7/ The warring couple
You hear them before you see them. That whining noise you noticed when you first stepped into the church? Yeah, that was the sound of her self-esteem bubble bursting as he tongue-lashed her good and proper. She’ll never wear that dress again (nor the underwear he claims you can see through that dress!) She’ll spend most of the service tearfully sighing and he’ll spend it grimacing to the sound of the football match commentary in his illicit ear-piece, or snorting at the ‘mushy bits’. You won’t hear much from him, he’ll just glower all day and you won’t see much of her – she’ll spend most of her time sniffling her way through a loo roll in the ladies.
8/The frustrated caterer
Whilst most wedding guests would happily eat snake by the time they get to eat anything, the food is one of the most expensive ingredients in the budget blowout that is the modern wedding. One way to help minimise the cost is to let your friend who makes ‘delicious muffins’ do the food. Cue, meals served late, cold and inedible and delivered to the table accompanied by the shrill squeal of the fire alarm. Never mind, at least no one skimped on the wine! Did they?
9/The single white female
The SWF typically dreads weddings, for she knows that she will spend the entire day fending off the rampant groomsmen, or an embarrassing relative. Or worse still, fending off NO ONE AT ALL! The day will appear to get longer as each member of the party says precisely two things to her before abandoning her to her lonesomeness – a)Don’t you have a boyfriend yet? and b)Oh well, next time dear, it will be your turn.

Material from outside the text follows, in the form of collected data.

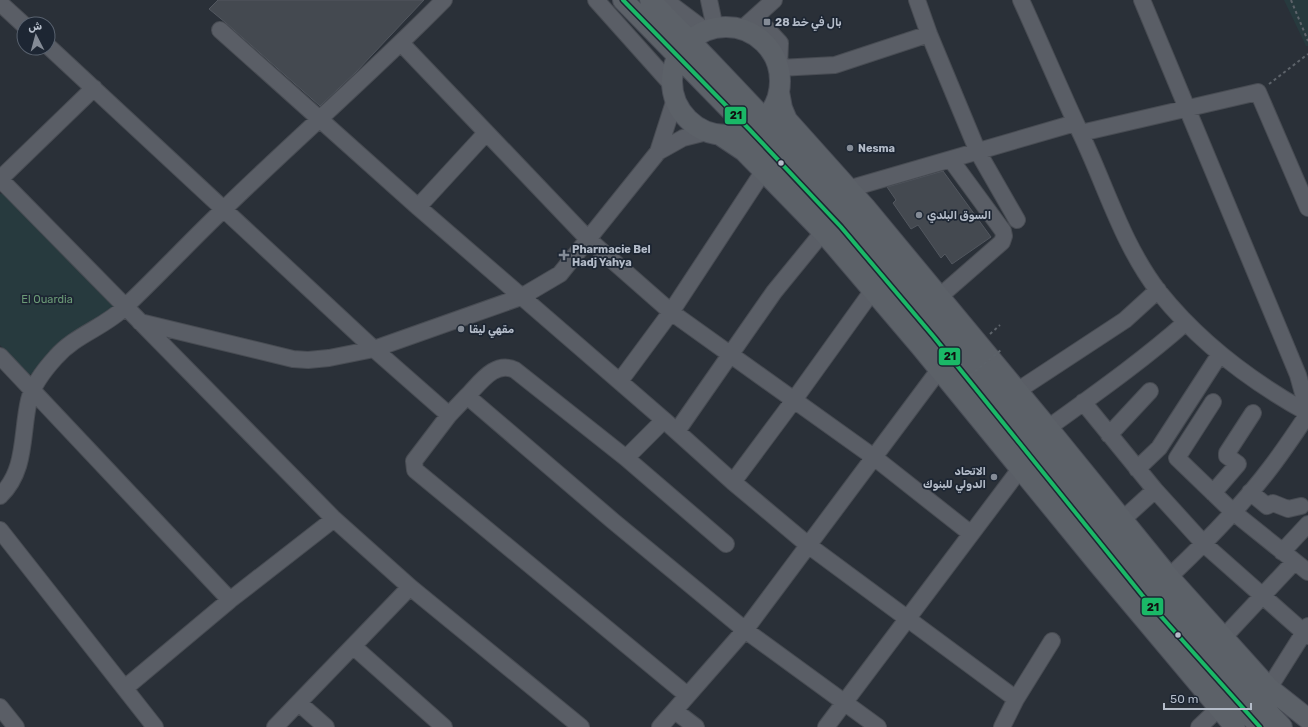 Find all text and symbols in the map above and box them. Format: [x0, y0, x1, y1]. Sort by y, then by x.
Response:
north arrow [16, 16, 56, 56]
place label: بال في خط 28 [775, 16, 842, 31]
marker: بال في خط 28 [762, 17, 772, 27]
text: ش [27, 19, 43, 34]
line badge: 21 [724, 106, 747, 125]
text: 21 [730, 109, 742, 122]
place label: Nesma [858, 142, 895, 155]
marker: Nesma [845, 143, 855, 153]
unlabelled marker [776, 158, 786, 168]
place label: السوق البلدي [927, 209, 991, 223]
marker: السوق البلدي [914, 210, 924, 220]
place label: Pharmacie Bel Hadj Yahya [572, 243, 651, 269]
marker: Pharmacie Bel Hadj Yahya [559, 250, 569, 260]
park label: El Ouardia [21, 293, 73, 306]
place label: مقهي ليقا [469, 323, 514, 338]
marker: مقهي ليقا [456, 324, 466, 334]
line badge: 21 [938, 347, 961, 366]
text: 21 [944, 350, 956, 363]
place label: الاتحاد الدولي للبنوك [923, 465, 986, 493]
marker: الاتحاد الدولي للبنوك [989, 472, 999, 482]
line badge: 21 [1141, 597, 1164, 616]
text: 21 [1147, 601, 1159, 614]
unlabelled marker [1173, 630, 1183, 640]
scale bar [1164, 685, 1251, 711]
text: 50 m [1170, 692, 1198, 706]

If you are the single white female and you’ve been invited to a wedding my advice is to taste test the caterer’s food pre-wedding, that should provide you with a credible sick-note!
10/MIL most meritorious
This is her hour, and whatever you do, do not forget it! If she is the mother of the bride, she will spend most of the day lamenting that Sally-Anne could not keep off the pasties last month (“I told her but would she listen!”) and her constant tally of how much everyone is drinking (and how much it is costing!) If she’s the mother of the groom she will spend the majority of the day cloaked in a funereal expression, as no one is good enough for her baby boy!
Taking all of these people into account my advice for the betrothed is simple.
Grab your man (and your gun) and RUN away to the nearest sunniest beach. And don’t come back until you have spent the entire month luxuriating in each other’s company.
And as for the wedding guest? Drink lots. Eat little. And as you thank God it’s not your day, try to remember why you married your better half.